§ **EXERCISE PROMPT**
Go line by line through the entries below and copy those containing the string "paint".

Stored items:
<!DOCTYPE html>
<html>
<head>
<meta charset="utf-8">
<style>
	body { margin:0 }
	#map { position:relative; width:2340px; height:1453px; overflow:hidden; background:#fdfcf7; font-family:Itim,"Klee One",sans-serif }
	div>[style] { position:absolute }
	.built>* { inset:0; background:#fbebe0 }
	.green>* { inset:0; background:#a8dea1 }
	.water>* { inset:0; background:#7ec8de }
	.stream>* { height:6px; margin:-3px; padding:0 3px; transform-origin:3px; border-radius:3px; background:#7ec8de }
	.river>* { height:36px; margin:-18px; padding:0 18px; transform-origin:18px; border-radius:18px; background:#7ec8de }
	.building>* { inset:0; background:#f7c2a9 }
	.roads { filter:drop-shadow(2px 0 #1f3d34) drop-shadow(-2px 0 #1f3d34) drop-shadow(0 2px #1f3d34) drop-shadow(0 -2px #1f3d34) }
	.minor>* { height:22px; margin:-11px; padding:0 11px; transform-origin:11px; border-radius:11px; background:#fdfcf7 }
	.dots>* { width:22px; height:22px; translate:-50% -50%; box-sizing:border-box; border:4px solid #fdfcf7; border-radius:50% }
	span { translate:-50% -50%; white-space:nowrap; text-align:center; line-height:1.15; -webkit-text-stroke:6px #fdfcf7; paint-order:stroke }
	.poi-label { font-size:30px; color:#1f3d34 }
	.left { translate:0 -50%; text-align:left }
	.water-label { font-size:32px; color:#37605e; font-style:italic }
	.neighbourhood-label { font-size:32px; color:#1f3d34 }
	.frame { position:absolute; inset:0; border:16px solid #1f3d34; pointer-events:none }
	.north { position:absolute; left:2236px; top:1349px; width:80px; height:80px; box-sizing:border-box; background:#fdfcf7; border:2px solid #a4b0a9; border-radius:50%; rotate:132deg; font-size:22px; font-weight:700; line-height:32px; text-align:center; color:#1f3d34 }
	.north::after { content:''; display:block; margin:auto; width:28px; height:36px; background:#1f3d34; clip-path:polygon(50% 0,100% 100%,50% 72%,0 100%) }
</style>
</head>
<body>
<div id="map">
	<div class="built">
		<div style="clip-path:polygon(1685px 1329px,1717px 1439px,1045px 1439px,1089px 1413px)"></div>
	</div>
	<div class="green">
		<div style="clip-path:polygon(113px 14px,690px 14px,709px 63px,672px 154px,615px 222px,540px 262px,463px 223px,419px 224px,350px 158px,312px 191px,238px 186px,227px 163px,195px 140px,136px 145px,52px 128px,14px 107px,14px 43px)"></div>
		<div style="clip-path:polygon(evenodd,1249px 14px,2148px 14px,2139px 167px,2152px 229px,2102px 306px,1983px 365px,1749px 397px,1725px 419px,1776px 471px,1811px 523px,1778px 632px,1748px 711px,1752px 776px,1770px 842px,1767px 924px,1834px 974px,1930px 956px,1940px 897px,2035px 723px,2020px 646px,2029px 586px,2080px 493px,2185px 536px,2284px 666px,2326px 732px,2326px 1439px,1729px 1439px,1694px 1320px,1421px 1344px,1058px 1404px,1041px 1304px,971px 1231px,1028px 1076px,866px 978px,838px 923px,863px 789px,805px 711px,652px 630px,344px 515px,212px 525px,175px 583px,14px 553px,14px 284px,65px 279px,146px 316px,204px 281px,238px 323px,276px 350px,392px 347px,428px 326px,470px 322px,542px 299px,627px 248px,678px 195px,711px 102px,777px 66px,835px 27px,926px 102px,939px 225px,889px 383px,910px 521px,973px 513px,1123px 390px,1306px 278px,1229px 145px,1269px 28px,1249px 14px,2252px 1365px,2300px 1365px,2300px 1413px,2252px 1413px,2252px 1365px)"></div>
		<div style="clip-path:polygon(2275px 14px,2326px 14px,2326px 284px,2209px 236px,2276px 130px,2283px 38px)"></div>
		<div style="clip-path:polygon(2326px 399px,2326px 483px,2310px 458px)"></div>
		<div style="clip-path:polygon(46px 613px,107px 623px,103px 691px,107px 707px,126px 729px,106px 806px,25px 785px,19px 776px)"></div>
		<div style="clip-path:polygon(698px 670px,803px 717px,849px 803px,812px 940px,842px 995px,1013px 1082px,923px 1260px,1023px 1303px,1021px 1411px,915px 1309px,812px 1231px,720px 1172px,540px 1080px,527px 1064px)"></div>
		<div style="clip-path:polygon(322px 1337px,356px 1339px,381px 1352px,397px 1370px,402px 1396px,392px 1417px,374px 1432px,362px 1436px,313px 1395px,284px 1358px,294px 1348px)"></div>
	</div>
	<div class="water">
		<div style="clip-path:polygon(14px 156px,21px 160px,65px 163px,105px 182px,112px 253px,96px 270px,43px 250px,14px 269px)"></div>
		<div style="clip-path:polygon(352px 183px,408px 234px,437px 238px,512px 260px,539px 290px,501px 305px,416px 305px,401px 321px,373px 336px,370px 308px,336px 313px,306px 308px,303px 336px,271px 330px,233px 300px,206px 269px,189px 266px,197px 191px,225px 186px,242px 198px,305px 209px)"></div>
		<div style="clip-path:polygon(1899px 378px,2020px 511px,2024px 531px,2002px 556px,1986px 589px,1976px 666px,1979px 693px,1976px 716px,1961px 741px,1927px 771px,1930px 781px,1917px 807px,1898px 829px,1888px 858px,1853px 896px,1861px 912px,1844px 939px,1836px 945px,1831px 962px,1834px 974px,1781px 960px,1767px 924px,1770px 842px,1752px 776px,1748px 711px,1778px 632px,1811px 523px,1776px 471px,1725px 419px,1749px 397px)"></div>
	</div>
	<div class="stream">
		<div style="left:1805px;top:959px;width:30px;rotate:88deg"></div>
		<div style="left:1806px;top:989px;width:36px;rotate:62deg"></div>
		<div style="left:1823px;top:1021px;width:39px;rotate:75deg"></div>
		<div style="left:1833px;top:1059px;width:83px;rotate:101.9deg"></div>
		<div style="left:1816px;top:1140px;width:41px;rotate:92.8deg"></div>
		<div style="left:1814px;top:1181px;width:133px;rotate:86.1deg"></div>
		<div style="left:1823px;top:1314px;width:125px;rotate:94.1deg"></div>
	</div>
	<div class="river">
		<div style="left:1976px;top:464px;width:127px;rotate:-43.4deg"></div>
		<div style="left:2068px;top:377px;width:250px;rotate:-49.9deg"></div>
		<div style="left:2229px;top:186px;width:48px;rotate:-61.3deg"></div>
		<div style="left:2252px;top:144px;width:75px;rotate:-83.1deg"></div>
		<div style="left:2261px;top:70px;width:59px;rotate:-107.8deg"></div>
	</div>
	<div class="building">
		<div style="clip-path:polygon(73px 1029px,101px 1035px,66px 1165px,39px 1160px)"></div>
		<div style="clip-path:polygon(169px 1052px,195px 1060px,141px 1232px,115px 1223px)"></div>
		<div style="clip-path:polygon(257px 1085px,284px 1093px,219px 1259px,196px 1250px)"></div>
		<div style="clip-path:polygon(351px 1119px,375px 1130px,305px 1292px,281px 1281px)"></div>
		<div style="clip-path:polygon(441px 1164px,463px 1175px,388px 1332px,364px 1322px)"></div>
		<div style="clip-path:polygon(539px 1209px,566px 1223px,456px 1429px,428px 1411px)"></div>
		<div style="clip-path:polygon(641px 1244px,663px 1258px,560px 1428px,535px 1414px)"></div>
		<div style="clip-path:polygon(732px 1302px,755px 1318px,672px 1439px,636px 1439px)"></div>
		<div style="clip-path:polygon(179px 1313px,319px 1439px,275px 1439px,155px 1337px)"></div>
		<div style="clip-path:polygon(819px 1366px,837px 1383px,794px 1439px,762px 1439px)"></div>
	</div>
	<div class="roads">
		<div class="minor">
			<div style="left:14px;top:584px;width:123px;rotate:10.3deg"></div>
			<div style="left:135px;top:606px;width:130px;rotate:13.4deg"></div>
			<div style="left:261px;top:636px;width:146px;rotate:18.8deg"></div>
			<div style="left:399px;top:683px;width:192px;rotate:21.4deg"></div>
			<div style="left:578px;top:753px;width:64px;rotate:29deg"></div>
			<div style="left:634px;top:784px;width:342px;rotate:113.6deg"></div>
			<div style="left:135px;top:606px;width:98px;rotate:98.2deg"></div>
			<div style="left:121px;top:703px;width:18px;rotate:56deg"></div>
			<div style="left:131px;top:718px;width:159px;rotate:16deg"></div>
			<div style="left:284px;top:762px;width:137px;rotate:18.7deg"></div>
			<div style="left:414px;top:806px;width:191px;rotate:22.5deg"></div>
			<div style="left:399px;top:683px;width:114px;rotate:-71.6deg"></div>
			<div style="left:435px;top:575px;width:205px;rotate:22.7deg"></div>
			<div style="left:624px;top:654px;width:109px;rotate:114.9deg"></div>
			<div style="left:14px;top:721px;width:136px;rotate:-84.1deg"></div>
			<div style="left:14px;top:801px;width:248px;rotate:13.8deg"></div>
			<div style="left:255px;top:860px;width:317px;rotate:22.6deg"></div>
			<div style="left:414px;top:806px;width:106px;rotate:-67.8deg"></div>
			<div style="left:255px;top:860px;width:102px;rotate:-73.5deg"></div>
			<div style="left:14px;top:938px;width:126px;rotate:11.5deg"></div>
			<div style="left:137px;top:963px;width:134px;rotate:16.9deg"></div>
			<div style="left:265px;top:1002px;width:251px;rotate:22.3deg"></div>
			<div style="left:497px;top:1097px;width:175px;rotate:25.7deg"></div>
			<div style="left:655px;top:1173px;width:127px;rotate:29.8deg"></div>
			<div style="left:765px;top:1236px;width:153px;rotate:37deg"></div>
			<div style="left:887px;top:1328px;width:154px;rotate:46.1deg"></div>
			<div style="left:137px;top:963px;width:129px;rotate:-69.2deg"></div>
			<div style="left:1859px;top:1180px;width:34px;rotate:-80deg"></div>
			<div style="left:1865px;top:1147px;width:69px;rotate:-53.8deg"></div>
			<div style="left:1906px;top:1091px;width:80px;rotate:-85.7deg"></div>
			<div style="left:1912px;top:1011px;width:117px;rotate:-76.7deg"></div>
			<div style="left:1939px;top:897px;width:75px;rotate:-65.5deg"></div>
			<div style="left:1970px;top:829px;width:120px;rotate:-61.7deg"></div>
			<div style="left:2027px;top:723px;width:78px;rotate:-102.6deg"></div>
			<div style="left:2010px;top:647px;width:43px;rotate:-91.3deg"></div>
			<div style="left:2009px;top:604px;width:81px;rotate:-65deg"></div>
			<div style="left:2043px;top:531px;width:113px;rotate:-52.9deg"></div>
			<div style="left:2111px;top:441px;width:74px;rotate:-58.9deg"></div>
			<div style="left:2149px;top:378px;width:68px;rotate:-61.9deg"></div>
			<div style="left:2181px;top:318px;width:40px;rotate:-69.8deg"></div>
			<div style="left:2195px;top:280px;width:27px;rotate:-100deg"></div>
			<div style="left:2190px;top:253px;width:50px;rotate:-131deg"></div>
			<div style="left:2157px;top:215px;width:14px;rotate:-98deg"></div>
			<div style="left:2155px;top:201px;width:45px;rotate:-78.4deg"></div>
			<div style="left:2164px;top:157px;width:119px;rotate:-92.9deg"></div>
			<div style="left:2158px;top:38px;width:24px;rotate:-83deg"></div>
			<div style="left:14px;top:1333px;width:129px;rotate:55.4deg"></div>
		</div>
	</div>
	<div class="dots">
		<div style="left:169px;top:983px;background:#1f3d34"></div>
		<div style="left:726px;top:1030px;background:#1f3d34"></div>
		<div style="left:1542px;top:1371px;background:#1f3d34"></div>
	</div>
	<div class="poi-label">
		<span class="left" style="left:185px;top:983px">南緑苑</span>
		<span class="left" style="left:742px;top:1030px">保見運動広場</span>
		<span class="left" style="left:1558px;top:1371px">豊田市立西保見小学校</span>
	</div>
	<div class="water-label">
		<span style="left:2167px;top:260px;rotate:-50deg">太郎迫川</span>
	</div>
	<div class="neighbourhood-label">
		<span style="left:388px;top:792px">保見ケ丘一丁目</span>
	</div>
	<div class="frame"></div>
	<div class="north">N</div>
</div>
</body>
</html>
==
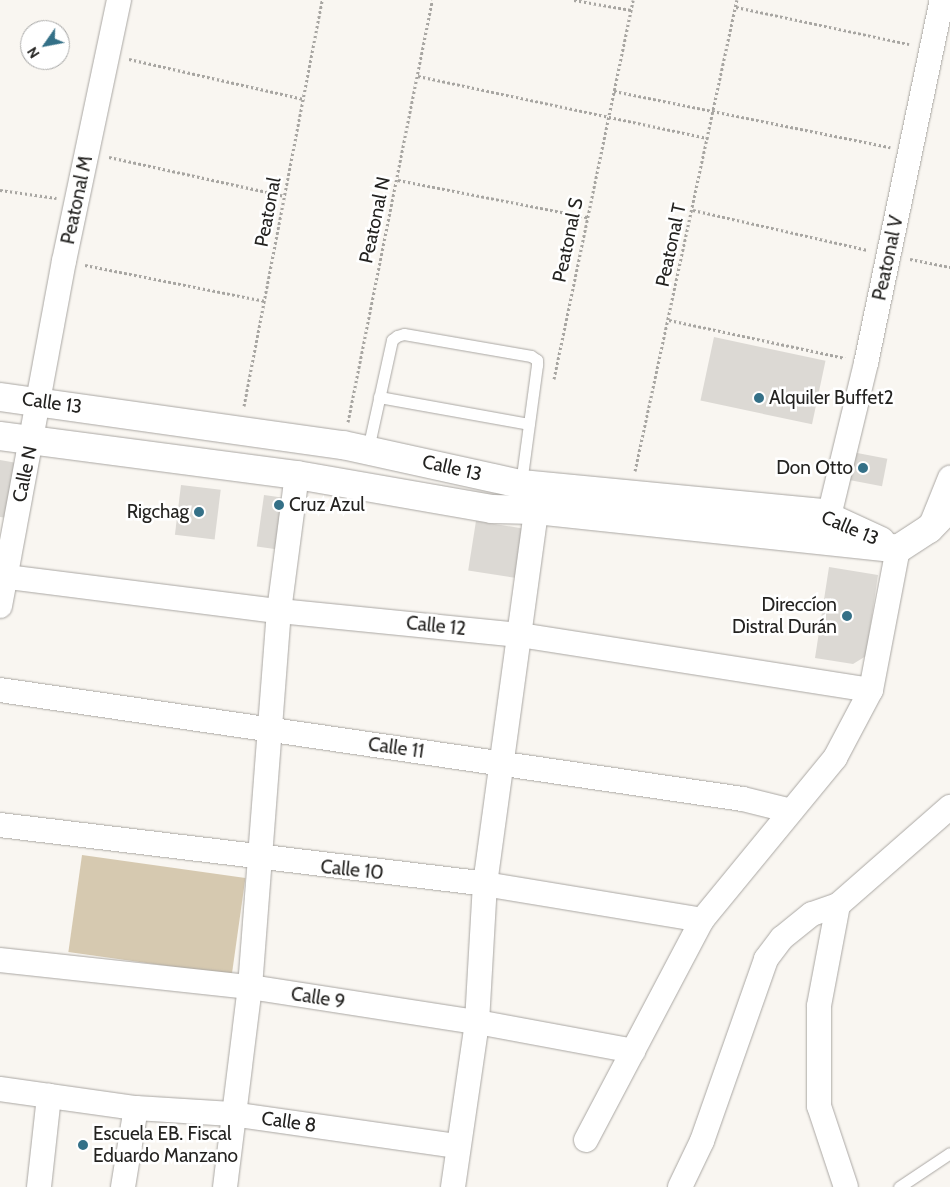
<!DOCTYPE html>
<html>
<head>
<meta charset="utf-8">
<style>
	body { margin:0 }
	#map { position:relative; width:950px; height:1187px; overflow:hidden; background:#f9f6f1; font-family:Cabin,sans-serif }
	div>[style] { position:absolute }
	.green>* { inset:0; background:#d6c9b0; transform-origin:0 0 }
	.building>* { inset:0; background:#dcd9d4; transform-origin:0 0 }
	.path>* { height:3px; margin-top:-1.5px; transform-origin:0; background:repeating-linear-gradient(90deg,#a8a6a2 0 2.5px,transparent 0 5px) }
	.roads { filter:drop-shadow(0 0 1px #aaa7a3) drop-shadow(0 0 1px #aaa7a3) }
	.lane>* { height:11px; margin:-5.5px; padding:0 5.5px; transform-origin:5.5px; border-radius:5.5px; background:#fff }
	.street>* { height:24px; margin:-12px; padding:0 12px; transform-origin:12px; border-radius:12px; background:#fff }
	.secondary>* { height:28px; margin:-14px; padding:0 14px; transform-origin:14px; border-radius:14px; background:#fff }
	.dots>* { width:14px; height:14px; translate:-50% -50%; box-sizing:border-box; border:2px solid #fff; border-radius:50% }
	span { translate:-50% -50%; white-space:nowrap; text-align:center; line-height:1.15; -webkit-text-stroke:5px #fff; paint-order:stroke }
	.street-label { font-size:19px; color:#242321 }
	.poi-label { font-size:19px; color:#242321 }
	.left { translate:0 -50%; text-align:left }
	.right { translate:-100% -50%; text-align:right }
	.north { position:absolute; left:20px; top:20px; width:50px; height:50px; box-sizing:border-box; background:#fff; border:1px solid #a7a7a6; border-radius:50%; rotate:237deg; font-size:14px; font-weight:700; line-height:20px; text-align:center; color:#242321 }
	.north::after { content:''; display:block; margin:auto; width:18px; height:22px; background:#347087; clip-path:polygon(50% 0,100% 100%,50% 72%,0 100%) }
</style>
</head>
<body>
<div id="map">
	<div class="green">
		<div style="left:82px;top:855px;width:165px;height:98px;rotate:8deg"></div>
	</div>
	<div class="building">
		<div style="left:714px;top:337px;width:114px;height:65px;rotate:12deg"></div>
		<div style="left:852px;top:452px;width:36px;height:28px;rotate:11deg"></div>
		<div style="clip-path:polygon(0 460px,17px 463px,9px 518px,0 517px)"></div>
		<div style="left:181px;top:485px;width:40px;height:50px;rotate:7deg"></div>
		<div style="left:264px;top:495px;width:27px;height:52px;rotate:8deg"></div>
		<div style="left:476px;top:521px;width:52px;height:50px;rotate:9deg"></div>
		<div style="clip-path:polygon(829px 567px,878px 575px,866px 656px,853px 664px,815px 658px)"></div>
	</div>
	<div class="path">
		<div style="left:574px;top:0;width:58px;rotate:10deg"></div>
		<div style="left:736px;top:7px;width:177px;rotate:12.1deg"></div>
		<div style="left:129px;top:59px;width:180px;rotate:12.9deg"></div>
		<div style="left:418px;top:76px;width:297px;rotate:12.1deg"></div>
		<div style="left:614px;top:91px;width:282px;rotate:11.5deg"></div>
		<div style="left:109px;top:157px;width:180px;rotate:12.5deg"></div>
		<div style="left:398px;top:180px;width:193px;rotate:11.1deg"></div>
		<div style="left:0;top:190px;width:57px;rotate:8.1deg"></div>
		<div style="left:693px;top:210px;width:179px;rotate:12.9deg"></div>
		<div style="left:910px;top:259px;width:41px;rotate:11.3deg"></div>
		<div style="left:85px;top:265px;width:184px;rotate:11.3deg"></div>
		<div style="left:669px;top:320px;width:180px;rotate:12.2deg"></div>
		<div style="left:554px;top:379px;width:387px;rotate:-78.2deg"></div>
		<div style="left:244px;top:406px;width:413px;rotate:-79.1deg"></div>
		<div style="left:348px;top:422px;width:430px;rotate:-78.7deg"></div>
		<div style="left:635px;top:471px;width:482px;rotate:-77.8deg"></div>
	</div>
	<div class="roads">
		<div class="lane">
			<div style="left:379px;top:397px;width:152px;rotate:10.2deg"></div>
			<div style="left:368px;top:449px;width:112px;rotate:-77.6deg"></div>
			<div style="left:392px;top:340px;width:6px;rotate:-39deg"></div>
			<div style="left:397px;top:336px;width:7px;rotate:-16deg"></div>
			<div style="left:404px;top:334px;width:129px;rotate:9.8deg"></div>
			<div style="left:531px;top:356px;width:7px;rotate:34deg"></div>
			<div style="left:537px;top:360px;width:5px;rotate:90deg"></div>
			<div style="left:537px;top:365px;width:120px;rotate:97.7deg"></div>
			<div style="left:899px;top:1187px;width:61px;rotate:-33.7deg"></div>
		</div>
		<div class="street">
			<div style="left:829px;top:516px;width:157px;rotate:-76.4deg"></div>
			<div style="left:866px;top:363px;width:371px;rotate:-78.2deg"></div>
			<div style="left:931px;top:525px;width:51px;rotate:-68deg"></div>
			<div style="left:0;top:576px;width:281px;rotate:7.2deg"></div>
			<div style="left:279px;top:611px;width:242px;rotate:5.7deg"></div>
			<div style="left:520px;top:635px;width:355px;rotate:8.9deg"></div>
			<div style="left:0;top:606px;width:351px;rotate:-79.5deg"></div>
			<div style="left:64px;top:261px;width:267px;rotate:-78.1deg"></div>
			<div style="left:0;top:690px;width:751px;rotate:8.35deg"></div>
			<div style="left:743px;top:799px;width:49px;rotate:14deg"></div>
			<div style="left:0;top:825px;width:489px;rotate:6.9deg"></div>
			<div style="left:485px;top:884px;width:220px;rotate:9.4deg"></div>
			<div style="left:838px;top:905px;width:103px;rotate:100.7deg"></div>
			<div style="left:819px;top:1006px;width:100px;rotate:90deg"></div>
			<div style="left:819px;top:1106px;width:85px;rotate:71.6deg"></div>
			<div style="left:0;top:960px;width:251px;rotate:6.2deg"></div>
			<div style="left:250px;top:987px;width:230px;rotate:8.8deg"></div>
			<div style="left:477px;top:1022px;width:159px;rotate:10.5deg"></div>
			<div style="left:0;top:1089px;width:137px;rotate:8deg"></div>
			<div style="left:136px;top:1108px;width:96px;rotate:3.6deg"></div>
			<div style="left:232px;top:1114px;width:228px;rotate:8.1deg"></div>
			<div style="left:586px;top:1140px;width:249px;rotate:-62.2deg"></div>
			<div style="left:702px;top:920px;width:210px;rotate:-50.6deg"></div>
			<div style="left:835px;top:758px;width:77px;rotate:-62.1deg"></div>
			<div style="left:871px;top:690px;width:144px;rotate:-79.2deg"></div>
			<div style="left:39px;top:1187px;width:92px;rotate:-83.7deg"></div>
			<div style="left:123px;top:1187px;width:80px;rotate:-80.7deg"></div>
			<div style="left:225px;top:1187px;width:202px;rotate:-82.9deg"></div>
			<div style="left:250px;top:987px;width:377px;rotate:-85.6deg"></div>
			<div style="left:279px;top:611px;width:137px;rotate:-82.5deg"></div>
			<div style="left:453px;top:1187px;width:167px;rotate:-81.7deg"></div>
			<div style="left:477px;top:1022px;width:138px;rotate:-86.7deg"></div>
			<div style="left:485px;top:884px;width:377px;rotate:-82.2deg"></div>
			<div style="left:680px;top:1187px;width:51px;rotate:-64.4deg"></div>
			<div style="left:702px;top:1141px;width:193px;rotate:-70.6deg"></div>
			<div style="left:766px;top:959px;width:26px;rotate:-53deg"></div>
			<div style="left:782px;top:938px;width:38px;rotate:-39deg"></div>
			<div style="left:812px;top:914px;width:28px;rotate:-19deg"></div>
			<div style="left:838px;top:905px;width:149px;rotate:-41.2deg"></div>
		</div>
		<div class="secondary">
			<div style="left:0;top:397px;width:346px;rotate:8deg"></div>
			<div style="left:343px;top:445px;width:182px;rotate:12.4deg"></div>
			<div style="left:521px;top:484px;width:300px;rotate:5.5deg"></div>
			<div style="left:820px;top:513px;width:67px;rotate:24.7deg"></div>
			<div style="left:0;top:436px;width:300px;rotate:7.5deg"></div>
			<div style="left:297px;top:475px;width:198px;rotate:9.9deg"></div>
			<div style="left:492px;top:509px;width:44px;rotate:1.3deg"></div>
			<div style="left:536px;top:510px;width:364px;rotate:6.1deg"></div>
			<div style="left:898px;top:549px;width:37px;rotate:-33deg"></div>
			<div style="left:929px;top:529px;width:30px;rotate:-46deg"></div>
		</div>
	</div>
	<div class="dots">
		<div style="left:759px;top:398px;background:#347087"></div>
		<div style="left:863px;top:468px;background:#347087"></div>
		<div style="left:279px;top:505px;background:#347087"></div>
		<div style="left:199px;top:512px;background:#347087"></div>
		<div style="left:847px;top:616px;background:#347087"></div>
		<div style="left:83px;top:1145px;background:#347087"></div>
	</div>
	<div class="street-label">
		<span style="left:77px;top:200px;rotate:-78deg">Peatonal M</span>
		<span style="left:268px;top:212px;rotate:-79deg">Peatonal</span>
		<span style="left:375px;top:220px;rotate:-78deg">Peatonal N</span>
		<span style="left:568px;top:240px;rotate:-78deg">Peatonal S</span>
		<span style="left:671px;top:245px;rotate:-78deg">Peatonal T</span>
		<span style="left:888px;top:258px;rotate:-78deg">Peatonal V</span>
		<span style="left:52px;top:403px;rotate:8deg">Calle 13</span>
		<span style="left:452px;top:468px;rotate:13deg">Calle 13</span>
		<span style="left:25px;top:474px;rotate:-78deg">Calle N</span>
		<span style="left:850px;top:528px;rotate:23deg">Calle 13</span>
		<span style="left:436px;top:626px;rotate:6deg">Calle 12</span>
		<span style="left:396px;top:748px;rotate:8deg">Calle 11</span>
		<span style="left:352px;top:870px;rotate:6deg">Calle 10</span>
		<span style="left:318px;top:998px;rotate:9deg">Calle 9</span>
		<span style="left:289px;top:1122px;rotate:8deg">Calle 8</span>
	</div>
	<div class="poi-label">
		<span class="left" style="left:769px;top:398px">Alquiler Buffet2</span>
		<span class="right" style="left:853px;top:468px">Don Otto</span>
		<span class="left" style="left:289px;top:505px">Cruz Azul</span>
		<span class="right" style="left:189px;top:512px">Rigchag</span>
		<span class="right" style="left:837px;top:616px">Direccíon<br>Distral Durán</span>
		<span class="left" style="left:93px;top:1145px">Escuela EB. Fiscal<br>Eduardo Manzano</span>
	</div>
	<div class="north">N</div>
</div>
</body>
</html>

§ **TASK SOLUTION**
	span { translate:-50% -50%; white-space:nowrap; text-align:center; line-height:1.15; -webkit-text-stroke:6px #fdfcf7; paint-order:stroke }
	span { translate:-50% -50%; white-space:nowrap; text-align:center; line-height:1.15; -webkit-text-stroke:5px #fff; paint-order:stroke }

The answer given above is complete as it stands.